Though the entries hold pictures, only their text should be duplicated, exactly and in full.

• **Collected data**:
________________________

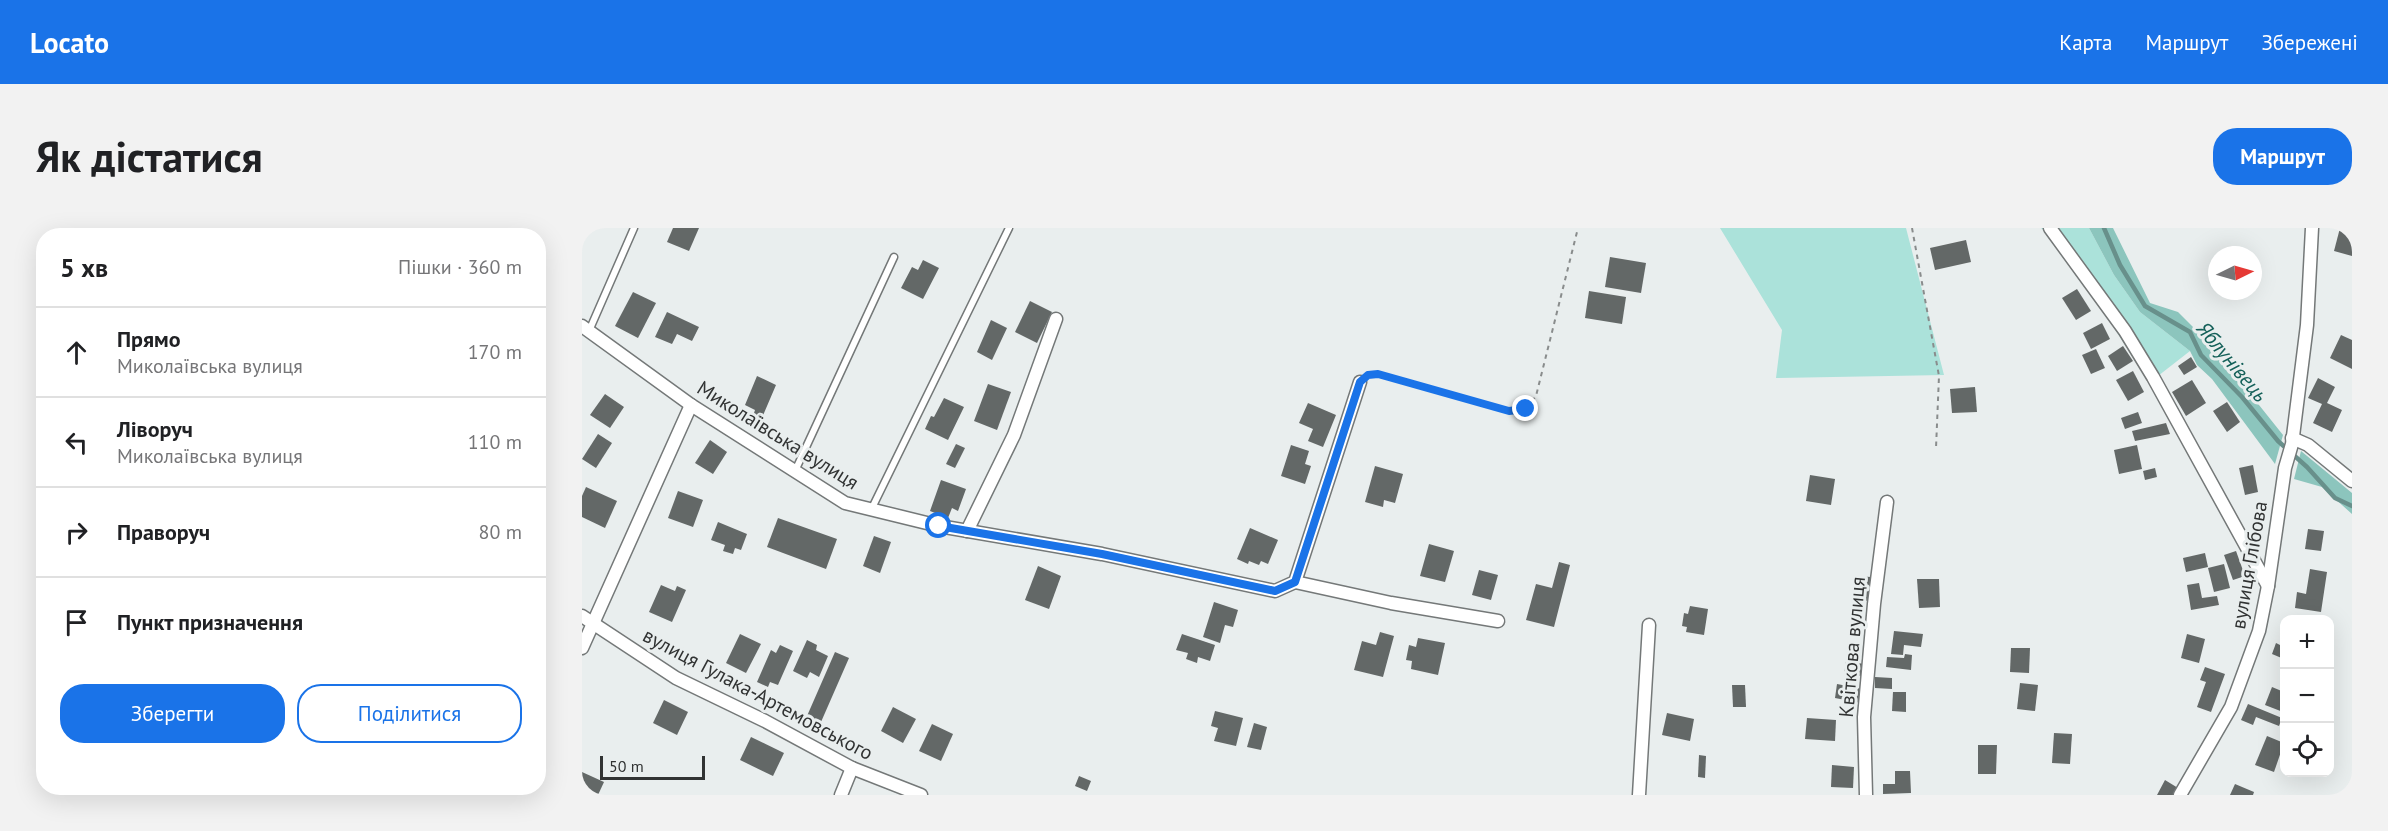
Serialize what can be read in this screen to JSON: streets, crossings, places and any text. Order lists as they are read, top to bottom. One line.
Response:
{"streets":{"street":["Миколаївська вулиця","вулиця Глібова","Квіткова вулиця","вулиця Гулака-Артемовського"]},"water":["Яблунівець"],"scale_bar":"50 m","north":"right","page":{"header":"Locato","nav":["Карта","Маршрут","Збережені"],"buttons":["Маршрут",["Зберегти","Поділитися"]],"title":"Як дістатися","heading":["5 хв","Пішки · 360 m"],"list":[["Прямо","Миколаївська вулиця","170 m"],["Ліворуч","Миколаївська вулиця","110 m"],["Праворуч","80 m"],"Пункт призначення"],"map_buttons":["+","−"],"scale":"50 m"}}
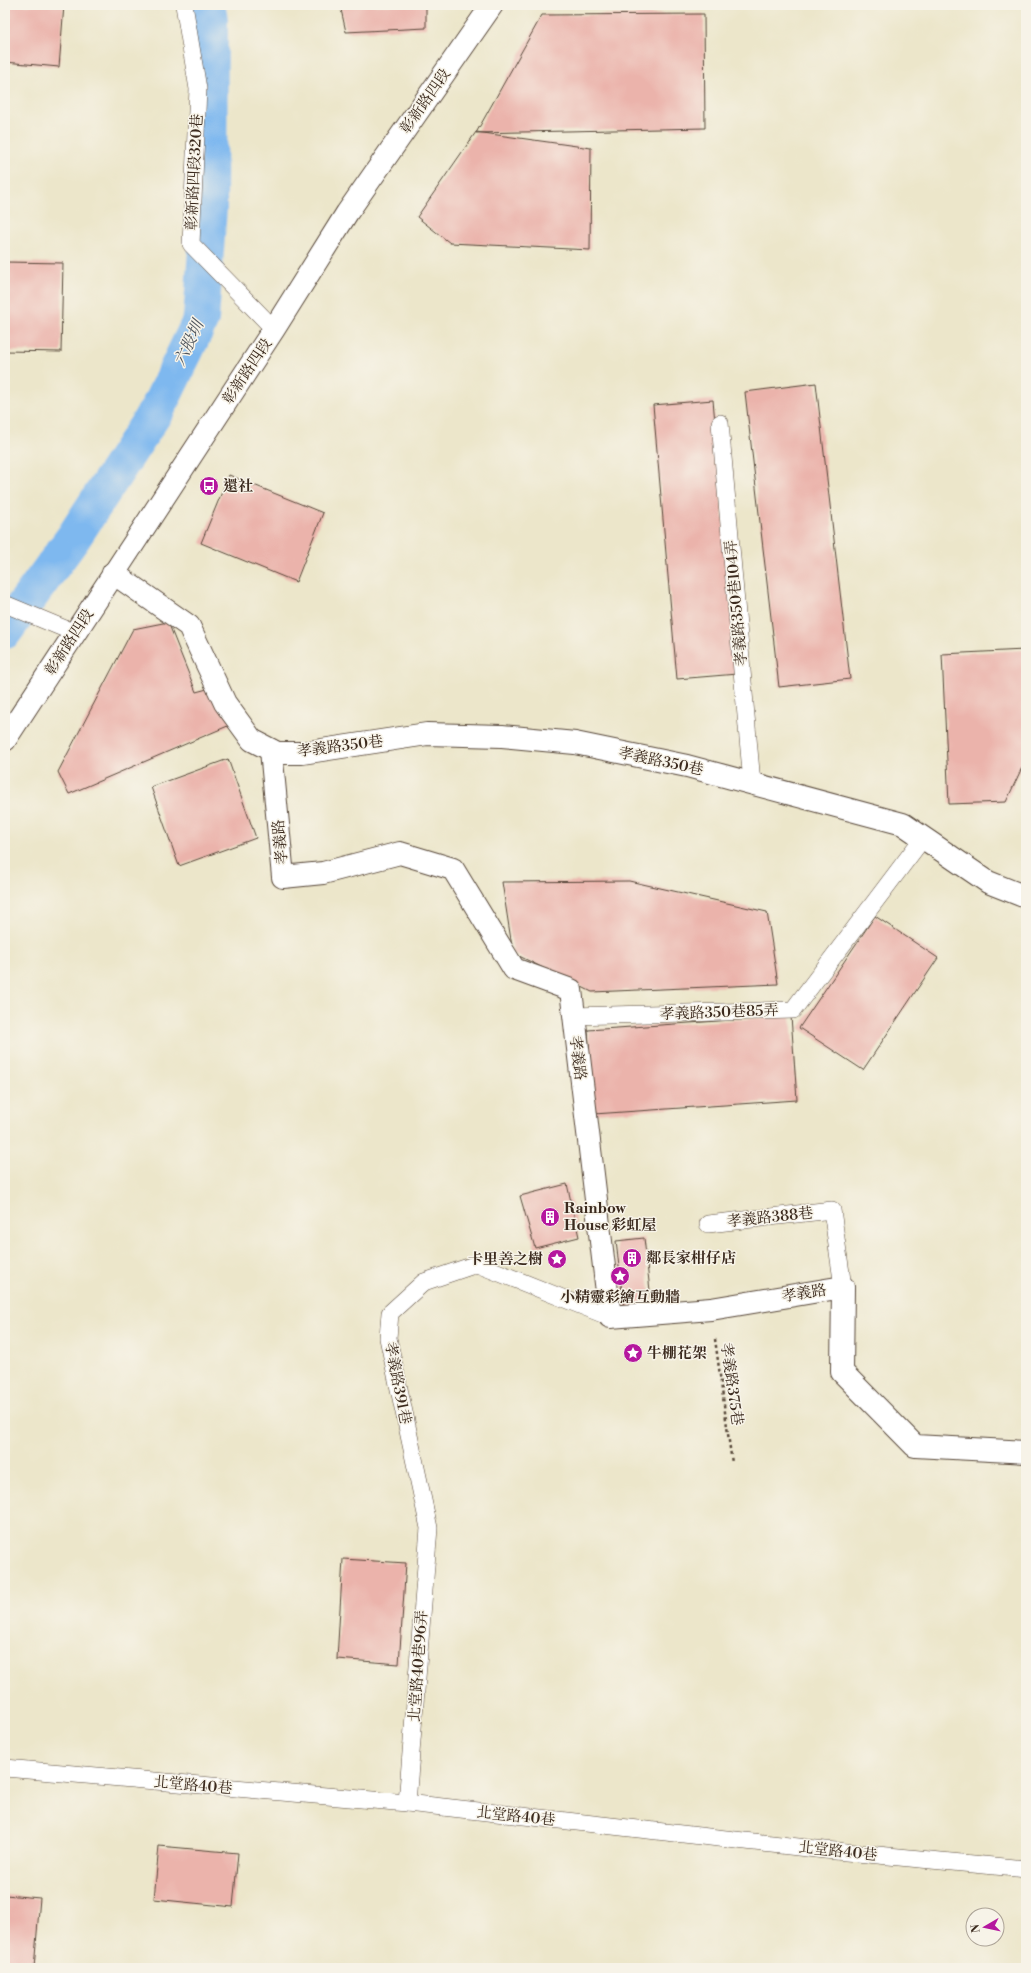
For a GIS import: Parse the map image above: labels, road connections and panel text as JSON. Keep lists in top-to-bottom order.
{
  "streets": {
    "street": ["彰新路四段", "孝義路350巷", "孝義路"],
    "lane": [
      "彰新路四段320巷",
      "孝義路350巷104弄",
      "孝義路350巷85弄",
      "孝義路388巷",
      "孝義路391巷",
      "北堂路40巷96弄",
      "北堂路40巷"
    ],
    "path": ["孝義路375巷"]
  },
  "crossings": [
    ["彰新路四段", "彰新路四段320巷"],
    ["孝義路350巷104弄", "孝義路350巷"],
    ["孝義路350巷", "孝義路"],
    ["孝義路350巷", "孝義路350巷85弄"],
    ["孝義路", "孝義路350巷85弄"],
    ["孝義路", "孝義路388巷"],
    ["孝義路", "孝義路391巷"],
    ["孝義路", "孝義路375巷"],
    ["孝義路391巷", "北堂路40巷96弄"],
    ["北堂路40巷96弄", "北堂路40巷"]
  ],
  "water": ["六股圳"],
  "places": {
    "bus stop": ["還社"],
    "building": ["Rainbow House 彩虹屋", "鄰長家柑仔店"],
    "place": ["卡里善之樹", "小精靈彩繪互動牆", "牛棚花架"]
  },
  "north": "left"
}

________________________

• **TASK SOLUTION**:
Serialize what can be read in this screen to JSON: streets, crossings, places and any text. Order lists as they are read, top to bottom. One line.
Response:
{"streets":{"street":["Миколаївська вулиця","вулиця Глібова","Квіткова вулиця","вулиця Гулака-Артемовського"]},"water":["Яблунівець"],"scale_bar":"50 m","north":"right","page":{"header":"Locato","nav":["Карта","Маршрут","Збережені"],"buttons":["Маршрут",["Зберегти","Поділитися"]],"title":"Як дістатися","heading":["5 хв","Пішки · 360 m"],"list":[["Прямо","Миколаївська вулиця","170 m"],["Ліворуч","Миколаївська вулиця","110 m"],["Праворуч","80 m"],"Пункт призначення"],"map_buttons":["+","−"],"scale":"50 m"}}
For a GIS import: Parse the map image above: labels, road connections and panel text as JSON. Keep lists in top-to-bottom order.
{
  "streets": {
    "street": ["彰新路四段", "孝義路350巷", "孝義路"],
    "lane": [
      "彰新路四段320巷",
      "孝義路350巷104弄",
      "孝義路350巷85弄",
      "孝義路388巷",
      "孝義路391巷",
      "北堂路40巷96弄",
      "北堂路40巷"
    ],
    "path": ["孝義路375巷"]
  },
  "crossings": [
    ["彰新路四段", "彰新路四段320巷"],
    ["孝義路350巷104弄", "孝義路350巷"],
    ["孝義路350巷", "孝義路"],
    ["孝義路350巷", "孝義路350巷85弄"],
    ["孝義路", "孝義路350巷85弄"],
    ["孝義路", "孝義路388巷"],
    ["孝義路", "孝義路391巷"],
    ["孝義路", "孝義路375巷"],
    ["孝義路391巷", "北堂路40巷96弄"],
    ["北堂路40巷96弄", "北堂路40巷"]
  ],
  "water": ["六股圳"],
  "places": {
    "bus stop": ["還社"],
    "building": ["Rainbow House 彩虹屋", "鄰長家柑仔店"],
    "place": ["卡里善之樹", "小精靈彩繪互動牆", "牛棚花架"]
  },
  "north": "left"
}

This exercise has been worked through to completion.